7. Suppose that the study produces a very small p-value. Which is a legitimate interpretation of this p-value? (You may circle multiple interpretations here.)

a) Results like theirs would rarely occur if the experiment had been conducted properly.
b) Results like theirs would rarely occur if the null model were true.
c) Results like theirs would rarely occur if the $5 incentive was really helpful.
d) Results like theirs are very unlikely to occur.

8. Suppose that the results turn out to be:

$5 incentive / “Do your best” / Total
Win / 15 / 9 / 24
Lose / 5 / 11 / 16
Total / 20 / 20 / 40
Success rate / .75 / .55 / .60

This produces a p-value of .053. Fill in the blanks in the following interpretation of this p-value:

This p-value says that in _____ % of ______, the researchers will find

a difference in success rates of ______, assuming

______.

Multiple Choice Questions for Binomial Setting Arm of the Experiment (A variation on the MC questions used for the 2x2 setting.)

You want to investigate a claim made by a professor on campus that she can successfully predict,

more often than not, which of two candidates will win an election based solely on looking at

photos of the two candidates. You test this claim by showing her photos of the two candidates in

20 different elections and see how many times she correctly identifies the winner.

1. The null model for this study would be that:

a) she really can predict correctly more often than not

b) she has no ability to predict correctly more often than not

c) she would make 17 correct predictions out of 20

2. A simulation analysis of this study would mimic which of the following processes?

a) Toss a coin 20 times, and repeat that a large number of times (say, 1000).

b) Toss a coin a total of 20 times.

c) Toss a coin a large number of times (say, 1000).

3. Suppose that Alicia correctly identifies the winner in 15 (of 20) elections and Barbara

correctly identifies the winner in 17 (of 20) elections. Who would have the smaller p-value?

a) Alicia

b) Barbara

c) The p-values would be the same.

4. If the number that she predicts correctly does turn out to be statistically significant (with a

very small p-value), which of the following is a possible explanation for this result?

a) She really cannot predict correctly more often than not, and a surprising result occurred (she

got very lucky).

b) She really can predict correctly more often than not.

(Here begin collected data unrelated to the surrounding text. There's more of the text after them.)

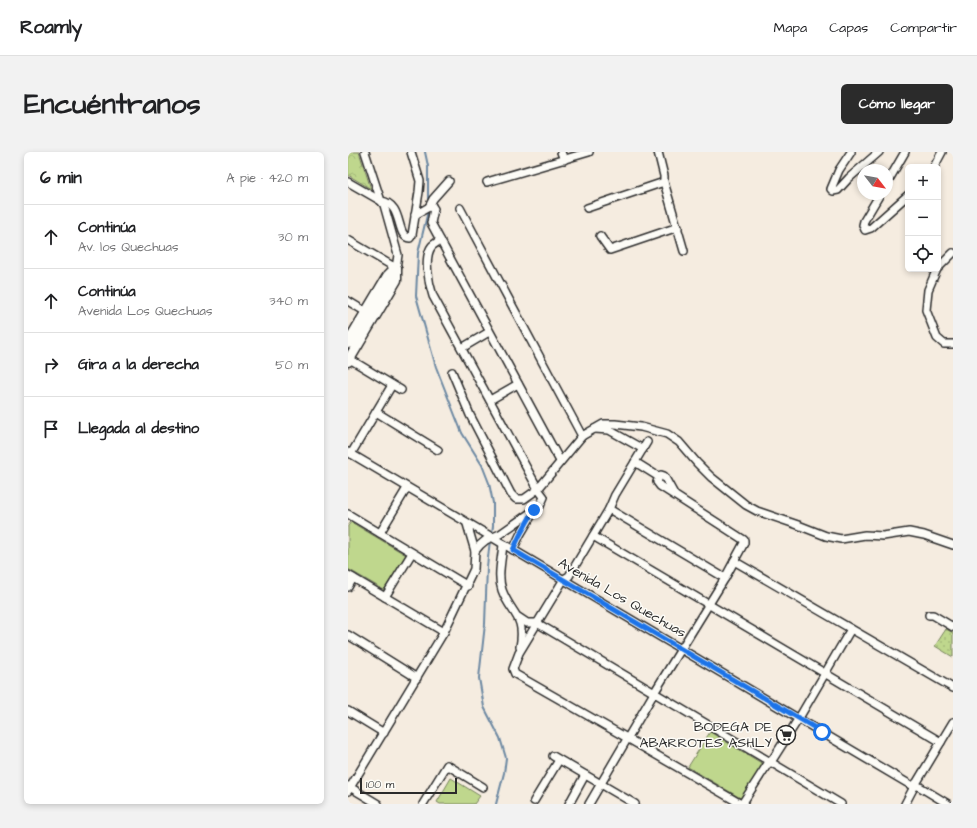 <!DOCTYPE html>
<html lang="es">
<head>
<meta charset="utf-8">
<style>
  :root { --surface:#fff; --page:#f2f2f2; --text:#202124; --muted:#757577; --line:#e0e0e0; --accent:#2b2b2b }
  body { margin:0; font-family:"Architects Daughter",sans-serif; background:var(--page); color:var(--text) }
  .controls { position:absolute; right:12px; top:12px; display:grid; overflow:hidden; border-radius:6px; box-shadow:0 2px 6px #0003 }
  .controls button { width:36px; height:36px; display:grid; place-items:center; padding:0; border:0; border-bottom:1px solid var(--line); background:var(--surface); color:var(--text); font:20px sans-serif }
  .compass { position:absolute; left:509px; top:12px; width:36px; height:36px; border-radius:50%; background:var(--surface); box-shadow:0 2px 6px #0003; rotate:121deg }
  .scale { position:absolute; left:12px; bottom:10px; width:97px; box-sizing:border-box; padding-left:4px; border:2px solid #2b2b2b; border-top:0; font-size:11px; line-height:14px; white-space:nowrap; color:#2b2b2b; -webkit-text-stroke:3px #fdfcf7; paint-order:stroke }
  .stop { position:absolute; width:12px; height:12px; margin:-9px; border:3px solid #1a73e8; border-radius:50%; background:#fff }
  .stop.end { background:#1a73e8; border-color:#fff; box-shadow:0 1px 4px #0008 }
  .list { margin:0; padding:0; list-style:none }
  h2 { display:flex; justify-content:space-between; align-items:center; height:52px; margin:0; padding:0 16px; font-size:17px }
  h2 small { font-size:13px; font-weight:400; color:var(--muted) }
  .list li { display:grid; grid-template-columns:26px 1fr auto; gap:12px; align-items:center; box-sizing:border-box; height:64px; padding:0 16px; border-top:1px solid var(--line) }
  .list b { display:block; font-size:15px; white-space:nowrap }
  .list p { margin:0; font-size:13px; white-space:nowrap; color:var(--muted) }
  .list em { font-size:13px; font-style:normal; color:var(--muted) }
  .icon { flex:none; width:22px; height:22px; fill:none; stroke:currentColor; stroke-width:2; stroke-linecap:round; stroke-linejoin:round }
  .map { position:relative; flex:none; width:605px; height:652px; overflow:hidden; border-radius:6px }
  header { display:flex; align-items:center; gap:24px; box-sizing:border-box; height:56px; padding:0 20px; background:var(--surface); border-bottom:1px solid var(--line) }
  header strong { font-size:19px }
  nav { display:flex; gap:22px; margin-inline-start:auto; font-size:14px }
  .intro { display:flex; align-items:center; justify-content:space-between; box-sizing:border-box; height:96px; padding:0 24px }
  h1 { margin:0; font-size:28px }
  .button { padding:10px 18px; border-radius:6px; background:var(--accent); color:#fff; font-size:14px; font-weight:700 }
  main { display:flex; gap:24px; padding:0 24px }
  aside { flex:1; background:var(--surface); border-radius:6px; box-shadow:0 2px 6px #0003 }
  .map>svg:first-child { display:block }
  .grass { fill:url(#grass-dots); stroke:#75815c }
  .park { fill:url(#park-crowns); stroke:#75815c }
  .garden { fill:#bfd78d; stroke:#75815c }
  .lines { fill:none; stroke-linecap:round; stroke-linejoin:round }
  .stream { stroke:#6c88a2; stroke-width:2 }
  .street-casing { stroke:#2b2b2b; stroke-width:10 }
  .secondary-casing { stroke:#2b2b2b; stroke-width:13 }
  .street { stroke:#fdfcf7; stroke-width:7 }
  .secondary { stroke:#fdfcf7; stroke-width:10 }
  .route { stroke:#1a73e8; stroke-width:5 }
  .labels { text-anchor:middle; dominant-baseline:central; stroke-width:3; stroke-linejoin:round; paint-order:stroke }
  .street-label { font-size:14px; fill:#2b2b2b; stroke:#fdfcf7 }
  .poi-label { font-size:14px; fill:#2b2b2b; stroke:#fdfcf7; text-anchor:end }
</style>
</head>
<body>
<header>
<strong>Roamly</strong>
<nav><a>Mapa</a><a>Capas</a><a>Compartir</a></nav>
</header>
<div class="intro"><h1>Encuéntranos</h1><a class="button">Cómo llegar</a></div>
<main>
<aside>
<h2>6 min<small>A pie · 420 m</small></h2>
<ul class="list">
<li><svg class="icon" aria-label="ahead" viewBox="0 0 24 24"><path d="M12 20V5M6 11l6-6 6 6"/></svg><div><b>Continúa</b><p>Av. los Quechuas</p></div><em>30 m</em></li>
<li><svg class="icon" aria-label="ahead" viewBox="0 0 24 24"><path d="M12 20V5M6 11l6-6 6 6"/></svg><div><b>Continúa</b><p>Avenida Los Quechuas</p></div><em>340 m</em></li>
<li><svg class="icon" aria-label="right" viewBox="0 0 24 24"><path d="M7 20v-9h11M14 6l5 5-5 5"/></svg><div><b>Gira a la derecha</b></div><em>50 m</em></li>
<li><svg class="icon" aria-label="arrive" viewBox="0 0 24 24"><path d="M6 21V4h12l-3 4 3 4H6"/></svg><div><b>Llegada al destino</b></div></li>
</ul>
</aside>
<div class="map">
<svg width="605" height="652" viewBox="0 0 605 652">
  <defs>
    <pattern id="grass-dots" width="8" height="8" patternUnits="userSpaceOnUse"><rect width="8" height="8" fill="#bfd78d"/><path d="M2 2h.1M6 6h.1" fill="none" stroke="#a4b97a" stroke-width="1.8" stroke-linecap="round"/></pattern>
    <pattern id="park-crowns" width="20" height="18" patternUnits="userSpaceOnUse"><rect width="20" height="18" fill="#bfd78d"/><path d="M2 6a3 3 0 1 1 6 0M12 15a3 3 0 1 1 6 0" fill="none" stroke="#a4b97a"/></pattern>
  </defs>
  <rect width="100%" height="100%" fill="#f5ece0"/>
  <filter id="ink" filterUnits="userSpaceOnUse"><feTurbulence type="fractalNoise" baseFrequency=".025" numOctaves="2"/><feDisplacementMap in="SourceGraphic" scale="8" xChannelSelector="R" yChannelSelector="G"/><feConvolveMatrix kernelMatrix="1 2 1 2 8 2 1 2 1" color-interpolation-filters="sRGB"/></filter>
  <g filter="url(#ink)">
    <path class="grass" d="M 598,477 L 605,481 L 605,505 L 587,494 Z"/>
    <path class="park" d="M 0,0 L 11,0 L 23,37 L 0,23 Z"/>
    <g class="garden">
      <path d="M 3,370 L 58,403 L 36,438 L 0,417 L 0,374 Z"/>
      <path d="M 362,580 L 415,612 L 394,647 L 340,615 Z"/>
      <path d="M 103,626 L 132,644 L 126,652 L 92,652 L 89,650 Z"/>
    </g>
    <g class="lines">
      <g class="stream">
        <path d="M 77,0 L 80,14 L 80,50"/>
        <path d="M 80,59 L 70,101 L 68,144 L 88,215 L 114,281 L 134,313 L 141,331 L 145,351 L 145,374 L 144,382"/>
        <path d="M 142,388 L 139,415 L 137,472 L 131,526 L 136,555 L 152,586 L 158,606 L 156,621 L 148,652"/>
      </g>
      <g class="street-casing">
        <g id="street">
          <path d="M 213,0 L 216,8"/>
          <path d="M 310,0 L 316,24 L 316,30 L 336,99"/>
          <path d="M 503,0 L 491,18 L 483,37 L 485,39 L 490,38 L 501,26 L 531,0"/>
          <path d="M 586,15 L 594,0"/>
          <path d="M 0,30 L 33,49 C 56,52 47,85 62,86 L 64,83 L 71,40 L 72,29 L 63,0"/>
          <path d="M 139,30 L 241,0"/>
          <path d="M 539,31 L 557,0"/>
          <path d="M 532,42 L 516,69 L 515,73 L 517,78 L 523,76 L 560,43"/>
          <path d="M 81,55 L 85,47 L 101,29"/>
          <path d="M 112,56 L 234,284"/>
          <path d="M 239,56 L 316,30"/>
          <path d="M 67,63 L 81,55 L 84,54 L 86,57 L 83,71 L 212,309"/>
          <path d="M 252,84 L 262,98 L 330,75"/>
          <path d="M 0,88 L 48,116 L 50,103 L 36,53 L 33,49 L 17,0"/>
          <path d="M 590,116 L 605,101"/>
          <path d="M 589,117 L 580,138 L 578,158 L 589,186 L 596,192 L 605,192"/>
          <path d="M 0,149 L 18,160"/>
          <path d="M 114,196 L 141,180"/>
          <path d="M 0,206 L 53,238"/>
          <path d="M 104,220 L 122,263 L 163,342 L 168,347 L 176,347 L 190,337 L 234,284 L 255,272 L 267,272 L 293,275 L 319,282 L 331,290 L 349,311 L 363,325 L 398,353 L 409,359 L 450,373 L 478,384 L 493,387 L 517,383 L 535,384 L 561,380 L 576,383 L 605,393"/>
          <path d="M 142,248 L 170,232"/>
          <path d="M 28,260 L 90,298"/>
          <path d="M 247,277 L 261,278 L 295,297"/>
          <path d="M 299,290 L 267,343 L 261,357 L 221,424 L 216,427 L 171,501 L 165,517 L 167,522 L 279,586 L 393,652"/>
          <path d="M 0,300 L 566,635"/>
          <path d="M 3,302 L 44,233"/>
          <path d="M 287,310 L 311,325 L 313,323 L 316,324 L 326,342"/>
          <path d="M 261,357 L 377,426"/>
          <path d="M 0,362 L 120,434"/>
          <path d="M 119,372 L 127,399"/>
          <path d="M 32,381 L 59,336"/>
          <path d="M 245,384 L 593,590"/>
          <path d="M 155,392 C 154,406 149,424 154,438 C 163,463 178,463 172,495"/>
          <path d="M 165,398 L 172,383 L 185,361"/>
          <path d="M 386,409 L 605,536"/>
          <path d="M 0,423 L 96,480"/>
          <path d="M 0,435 L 5,426"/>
          <path d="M 37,445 L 64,401"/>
          <path d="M 581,463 L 585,463 L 605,475"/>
          <path d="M 170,465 L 179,471 L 189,471 L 493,652"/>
          <path d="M 0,483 L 69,526"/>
          <path d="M 0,559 L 36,581"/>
          <path d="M 205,604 L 287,652"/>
          <path d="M 567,632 L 600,652"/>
          <path d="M 0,634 L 30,652"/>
          <path d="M 0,639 L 96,480 L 126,417 L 127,399 L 132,393 L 138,388 L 152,382 L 192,354 L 196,345 L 190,337 L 85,144 C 81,132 75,105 84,94 C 86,92 90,90 92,88"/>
          <path d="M 186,649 L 211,608"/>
          <path d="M 75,652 L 99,613 L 135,635"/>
          <path d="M 221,652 L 237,623"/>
          <path d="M 241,652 L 306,541 L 377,426 L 396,391 L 396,388 L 312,334 L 309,330 L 311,325"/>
          <path d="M 394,652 L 419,613 L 423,610 L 451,566 L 503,477"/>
          <path d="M 557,652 L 566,635 L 605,570"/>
        </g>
      </g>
      <g class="secondary-casing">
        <g id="secondary">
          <path d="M 0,191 L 40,124 L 48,116"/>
          <path d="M 0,209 L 48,128 L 48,116"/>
        </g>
      </g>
      <use href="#street" class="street"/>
      <use href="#secondary" class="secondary"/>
    </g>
  </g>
  <g class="lines" filter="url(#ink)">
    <path class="route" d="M 186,358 L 172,383 L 165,398 L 474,580"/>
  </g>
  <defs>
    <g id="supermarket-ring" transform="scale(1)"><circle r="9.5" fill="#fdfcf7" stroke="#2b2b2b" stroke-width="1.5"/><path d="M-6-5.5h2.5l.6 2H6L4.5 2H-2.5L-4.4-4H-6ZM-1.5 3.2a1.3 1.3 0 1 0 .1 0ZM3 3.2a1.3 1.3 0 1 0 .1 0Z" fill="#2b2b2b"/></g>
  </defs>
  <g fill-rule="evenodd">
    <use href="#supermarket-ring" x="438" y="583"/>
  </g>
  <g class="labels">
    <g class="street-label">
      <text transform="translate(274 446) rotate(30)">Avenida Los Quechuas</text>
    </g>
    <g class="poi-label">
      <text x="424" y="575">BODEGA DE<tspan x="424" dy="16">ABARROTES ASHLY</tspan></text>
    </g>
  </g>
</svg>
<div class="controls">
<button>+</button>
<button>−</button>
<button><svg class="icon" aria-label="locate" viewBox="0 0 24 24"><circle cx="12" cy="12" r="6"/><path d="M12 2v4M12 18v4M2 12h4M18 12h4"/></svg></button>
</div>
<svg class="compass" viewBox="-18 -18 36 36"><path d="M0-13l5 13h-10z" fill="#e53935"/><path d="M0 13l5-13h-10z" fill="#757577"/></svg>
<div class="scale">100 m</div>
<div class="stop" style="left:474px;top:580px"></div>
<div class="stop end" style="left:186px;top:358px"></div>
</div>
</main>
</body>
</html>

c) Either (a) or (b) are possible explanations for this result.

5. Reconsider the previous question. Now think about not possible explanations but plausible

explanations. Which is the more reasonable/believable explanation for the result?

a) She really cannot predict correctly more often than not, and a surprising result occurred (she

got very lucky).

b) She really can predict correctly more often than not.

c) Both (a) and (b) are equally plausible explanations.

6. For each of the following interpretations of p-value, indicate (by circling) whether it is valid or

invalid.

a) A p-value is the probability that she can not predict correctly more often than not.

b) A p-value is the probability that she can predict correctly more often than not.

c) A p-value is the probability that she would get more than half of her predictions correct.

d) A p-value is the probability that she would get a result as extreme as she actually did if she

were just guessing.

e) The p-value is the probability that she correctly predicts the outcome of the election.

7. Suppose that the study produces a very small p-value. Which is a legitimate interpretation of

this p-value? (You may circle multiple interpretations here.)

a) Results like hers would rarely occur if the experiment had been conducted properly.

b) Results like hers would rarely occur if the null model were true.

c) Results like hers would rarely occur if she was able to predict correctly more often than not.

d) Results like hers are very unlikely to occur.

8. Suppose that she gets 11 out of the 20 predictions correct, which produces a p-value of .412.

Fill in the blanks in the following interpretation of this p-value:

This p-value says that in _____ % of ______, she will get ______

correct predictions, assuming ______.